Law Offices of David G. Arganian, Seattle, WA

Federal court strikes down attempt to overturn ownership rule

A New York personal injury firm has failed in its attempt to overrule the state's ban on non-lawyer ownership.

Jacoby & Meyers had sought to prove that the so-called Rule 5.4 preventing external investment - which applies to almost all the US - was unconstitutional.

A ruling in the Manhattan Federal Court last week found Jacoby & Meyers did not have the standing to challenge Rule 5.4 and held that limited liability companies could not lawfully practise law in New York.

Jacoby & Meyers had argued that Rule 5.4 prevented it from entertaining the 'numerous offers' it had received from prospective non-lawyer investors.

District judge Lewis Kaplan said the firm had not proved it had been harmed by the rule and threw out the lawsuit. Jacoby & Meyers, which has filed similar cases in New Jersey and Connecticut, is reported to be planning an appeal.

The case had drawn widespread attention as a test of the US's long-standing aversion to non-lawyer investment in law firms.

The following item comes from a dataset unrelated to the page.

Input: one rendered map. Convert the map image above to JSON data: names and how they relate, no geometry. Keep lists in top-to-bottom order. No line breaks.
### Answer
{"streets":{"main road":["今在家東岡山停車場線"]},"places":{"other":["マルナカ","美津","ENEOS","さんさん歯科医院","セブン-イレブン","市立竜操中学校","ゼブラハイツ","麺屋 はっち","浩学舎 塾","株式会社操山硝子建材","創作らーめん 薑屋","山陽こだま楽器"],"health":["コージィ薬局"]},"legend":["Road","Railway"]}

In his summary, Judge Kaplan said he was not commenting on the ethical issues surrounding non-lawyer ownership, instead focusing on Jacoby & Meyers' right to launch a challenge.

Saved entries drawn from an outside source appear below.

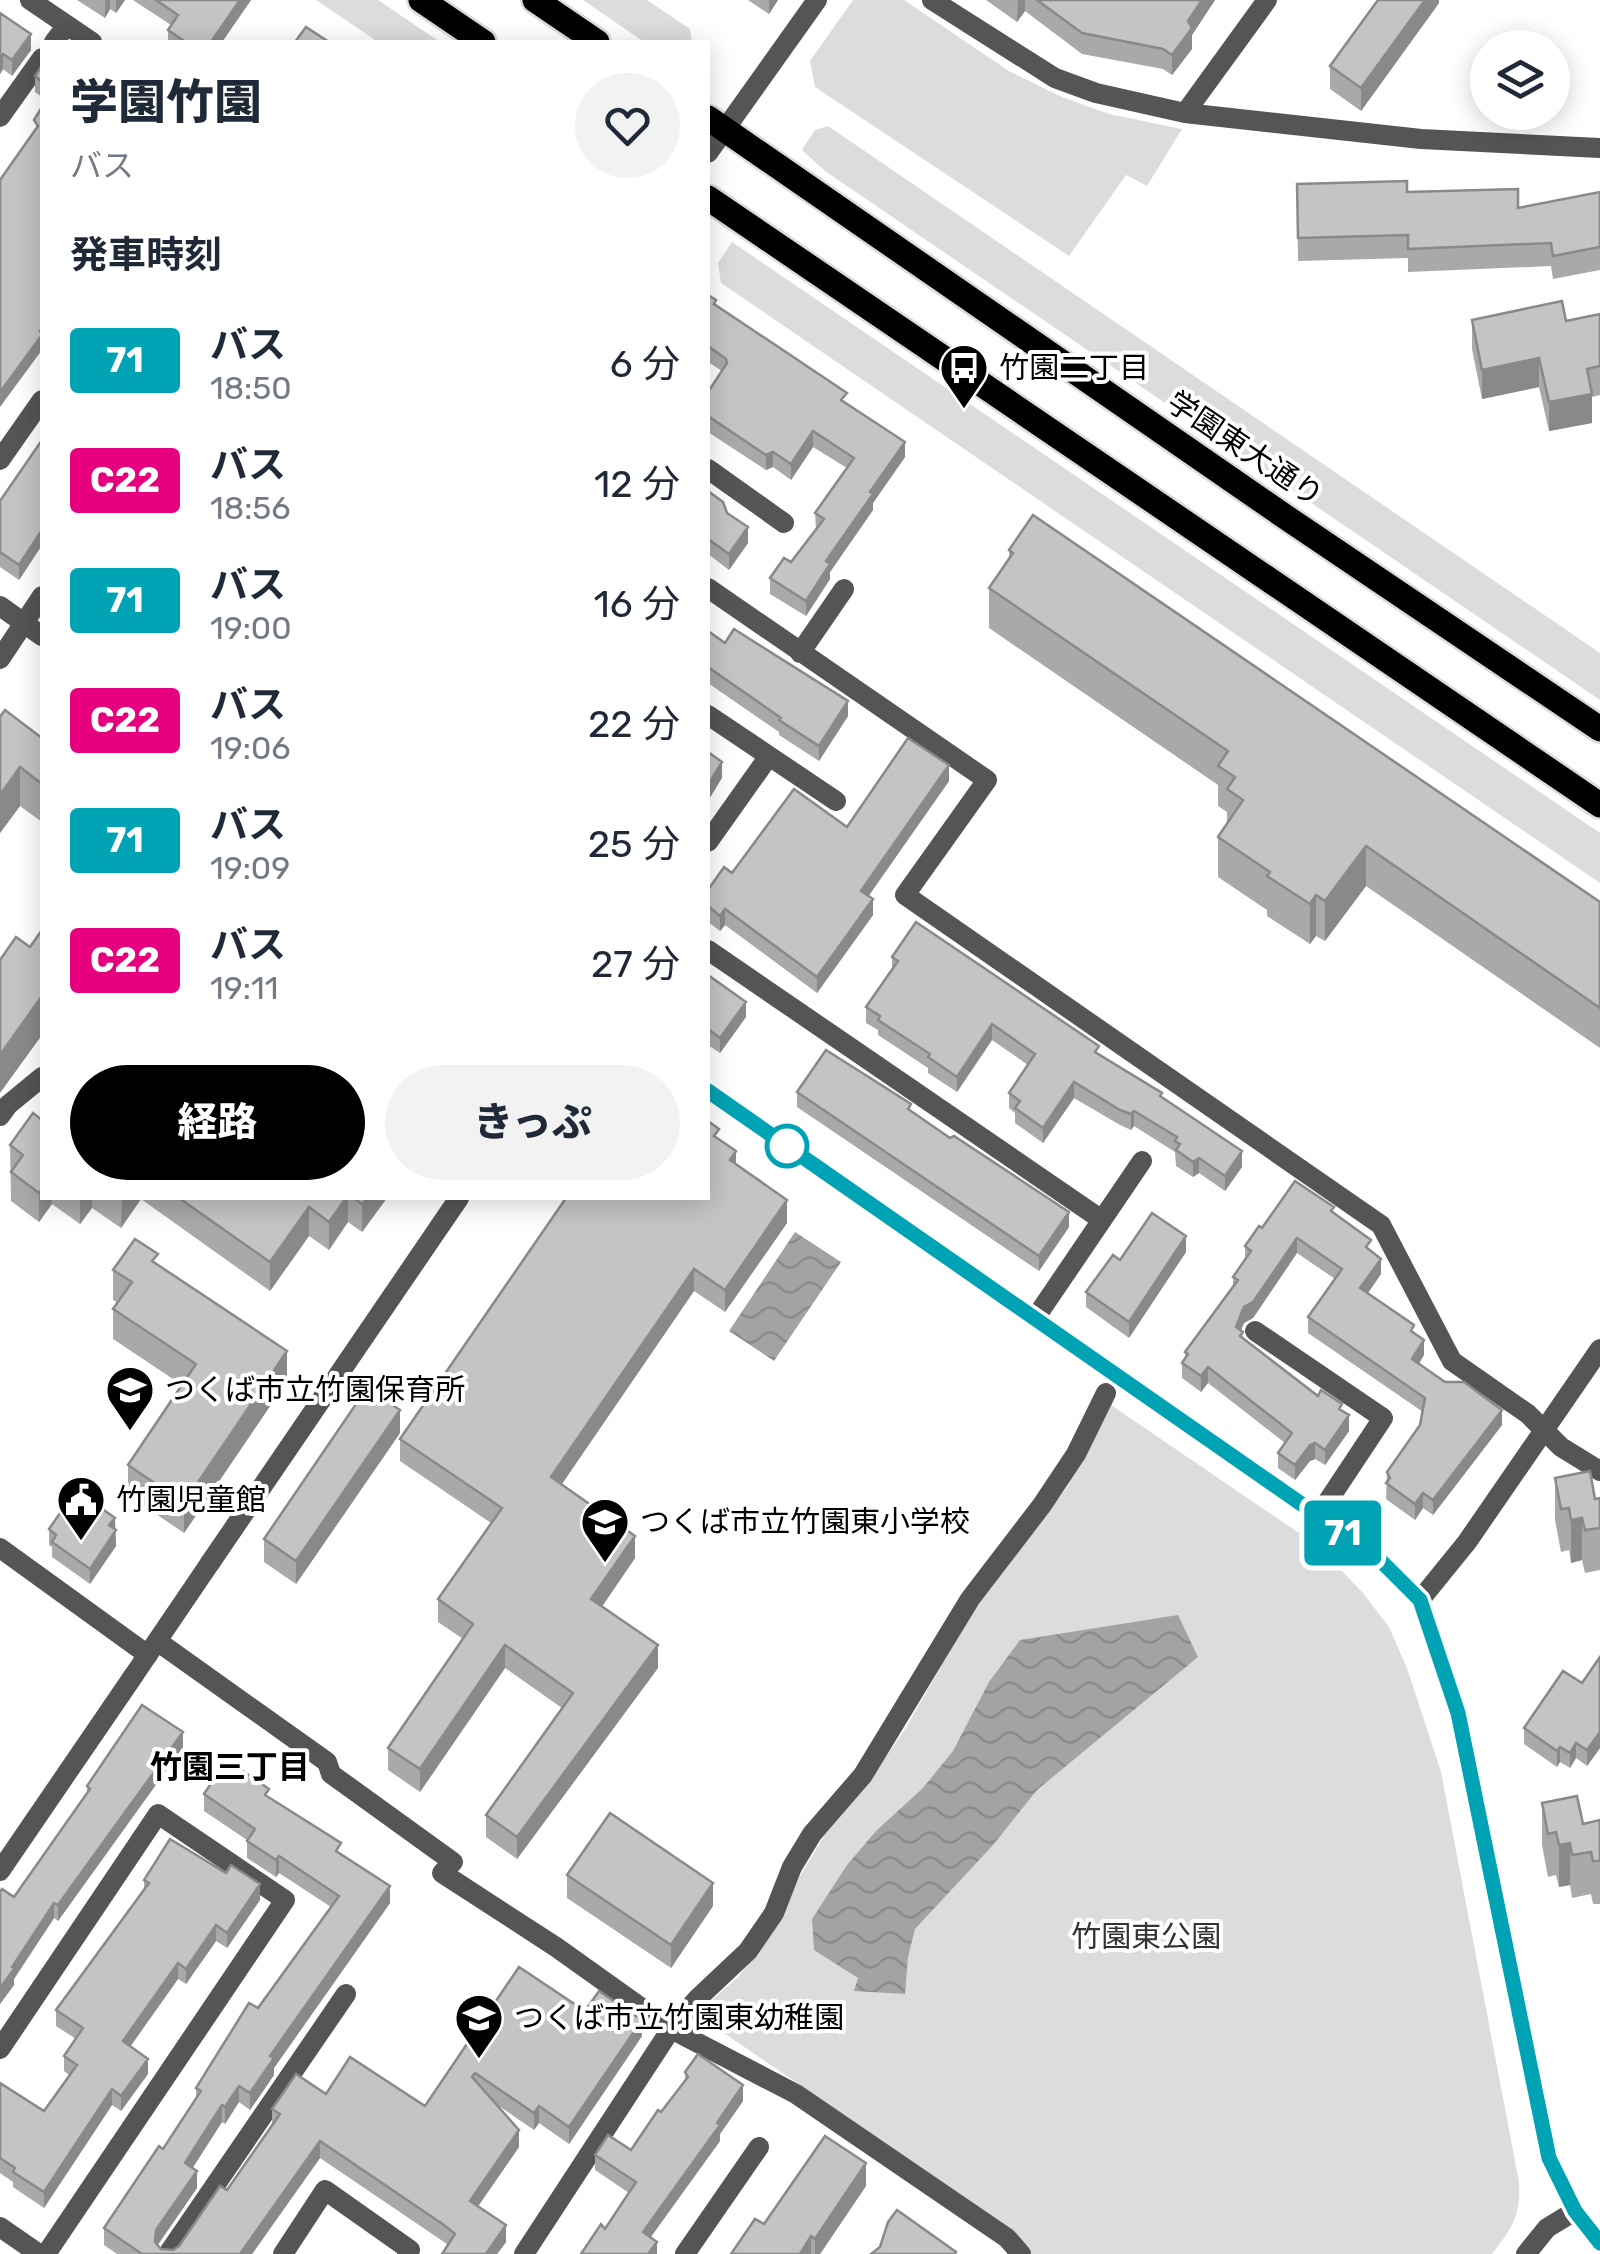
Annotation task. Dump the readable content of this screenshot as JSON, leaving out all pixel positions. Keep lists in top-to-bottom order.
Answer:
{
  "streets": {
    "main road": ["学園東大通り"]
  },
  "districts": ["竹園三丁目"],
  "parks": ["竹園東公園"],
  "places": {
    "bus stop": ["竹園二丁目"],
    "school or university": ["つくば市立竹園保育所", "つくば市立竹園東小学校", "つくば市立竹園東幼稚園"],
    "public building": ["竹園児童館"]
  },
  "lines": ["bus line 71"],
  "page": {
    "on_map": "71",
    "heading": [
      ["学園竹園", "バス"],
      "発車時刻"
    ],
    "list": [
      {
        "mark": "71",
        "name": "バス",
        "note": "18:50",
        "value": "6 分"
      },
      {
        "mark": "C22",
        "name": "バス",
        "note": "18:56",
        "value": "12 分"
      },
      {
        "mark": "71",
        "name": "バス",
        "note": "19:00",
        "value": "16 分"
      },
      {
        "mark": "C22",
        "name": "バス",
        "note": "19:06",
        "value": "22 分"
      },
      {
        "mark": "71",
        "name": "バス",
        "note": "19:09",
        "value": "25 分"
      },
      {
        "mark": "C22",
        "name": "バス",
        "note": "19:11",
        "value": "27 分"
      }
    ],
    "buttons": ["経路", "きっぷ"]
  }
}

He accepted that non-lawyer equity investment might broaden the availability and lower the cost of legal services but noted it could prove to be a 'dance with the devil' and have similar consequences to private investment banking partnerships going public.

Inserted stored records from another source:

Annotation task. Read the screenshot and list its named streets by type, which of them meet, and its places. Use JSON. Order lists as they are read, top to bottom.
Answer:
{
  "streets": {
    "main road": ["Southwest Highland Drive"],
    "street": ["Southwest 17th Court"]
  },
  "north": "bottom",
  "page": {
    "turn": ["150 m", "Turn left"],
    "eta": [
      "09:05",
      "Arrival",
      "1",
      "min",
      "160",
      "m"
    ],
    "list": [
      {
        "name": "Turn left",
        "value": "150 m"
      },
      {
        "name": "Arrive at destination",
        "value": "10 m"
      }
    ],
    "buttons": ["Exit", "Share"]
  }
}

The ruling is not likely to quell the issue of non-lawyer ownership in the US, with discussions continuing about potential changes to the law.

The topic of reform has been on the agenda in the US for some time, with the American Bar Association's Commission for Ethics 20/20 announcing last year it would assess the need for alternative business structure-style reforms and how they might be implemented.

Last month, the New York State Bar Association created a task force to study whether non-lawyers should be allowed to own interest in law firms.

The organisation maintains it is opposed to the concept but says that changes to the profession and growing globalisation mean the idea is worthy of 'serious consideration'.